**ABOUT THIS EXERCISE:** All of the data is to be printed again exactly as it appears.

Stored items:
+--

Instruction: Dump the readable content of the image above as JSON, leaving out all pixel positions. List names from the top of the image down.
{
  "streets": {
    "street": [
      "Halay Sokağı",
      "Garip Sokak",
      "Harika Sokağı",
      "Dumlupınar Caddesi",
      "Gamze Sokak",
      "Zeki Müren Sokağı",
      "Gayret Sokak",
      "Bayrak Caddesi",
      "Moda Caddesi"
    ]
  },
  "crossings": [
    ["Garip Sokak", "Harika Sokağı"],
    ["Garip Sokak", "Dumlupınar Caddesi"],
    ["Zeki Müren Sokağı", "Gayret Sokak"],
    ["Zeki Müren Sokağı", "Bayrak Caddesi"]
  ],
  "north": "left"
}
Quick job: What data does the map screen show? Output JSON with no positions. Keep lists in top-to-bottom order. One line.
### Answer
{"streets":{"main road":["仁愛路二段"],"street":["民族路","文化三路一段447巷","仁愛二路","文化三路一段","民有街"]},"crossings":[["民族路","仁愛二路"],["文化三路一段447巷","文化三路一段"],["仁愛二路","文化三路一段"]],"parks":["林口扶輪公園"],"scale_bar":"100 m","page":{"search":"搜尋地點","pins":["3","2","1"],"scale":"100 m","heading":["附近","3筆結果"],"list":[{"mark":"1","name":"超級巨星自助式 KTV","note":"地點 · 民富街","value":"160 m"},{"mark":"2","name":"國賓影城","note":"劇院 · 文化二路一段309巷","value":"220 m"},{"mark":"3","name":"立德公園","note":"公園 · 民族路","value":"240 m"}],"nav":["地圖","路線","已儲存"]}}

+--

**TASK ANSWER:**
Instruction: Dump the readable content of the image above as JSON, leaving out all pixel positions. List names from the top of the image down.
{
  "streets": {
    "street": [
      "Halay Sokağı",
      "Garip Sokak",
      "Harika Sokağı",
      "Dumlupınar Caddesi",
      "Gamze Sokak",
      "Zeki Müren Sokağı",
      "Gayret Sokak",
      "Bayrak Caddesi",
      "Moda Caddesi"
    ]
  },
  "crossings": [
    ["Garip Sokak", "Harika Sokağı"],
    ["Garip Sokak", "Dumlupınar Caddesi"],
    ["Zeki Müren Sokağı", "Gayret Sokak"],
    ["Zeki Müren Sokağı", "Bayrak Caddesi"]
  ],
  "north": "left"
}
Quick job: What data does the map screen show? Output JSON with no positions. Keep lists in top-to-bottom order. One line.
### Answer
{"streets":{"main road":["仁愛路二段"],"street":["民族路","文化三路一段447巷","仁愛二路","文化三路一段","民有街"]},"crossings":[["民族路","仁愛二路"],["文化三路一段447巷","文化三路一段"],["仁愛二路","文化三路一段"]],"parks":["林口扶輪公園"],"scale_bar":"100 m","page":{"search":"搜尋地點","pins":["3","2","1"],"scale":"100 m","heading":["附近","3筆結果"],"list":[{"mark":"1","name":"超級巨星自助式 KTV","note":"地點 · 民富街","value":"160 m"},{"mark":"2","name":"國賓影城","note":"劇院 · 文化二路一段309巷","value":"220 m"},{"mark":"3","name":"立德公園","note":"公園 · 民族路","value":"240 m"}],"nav":["地圖","路線","已儲存"]}}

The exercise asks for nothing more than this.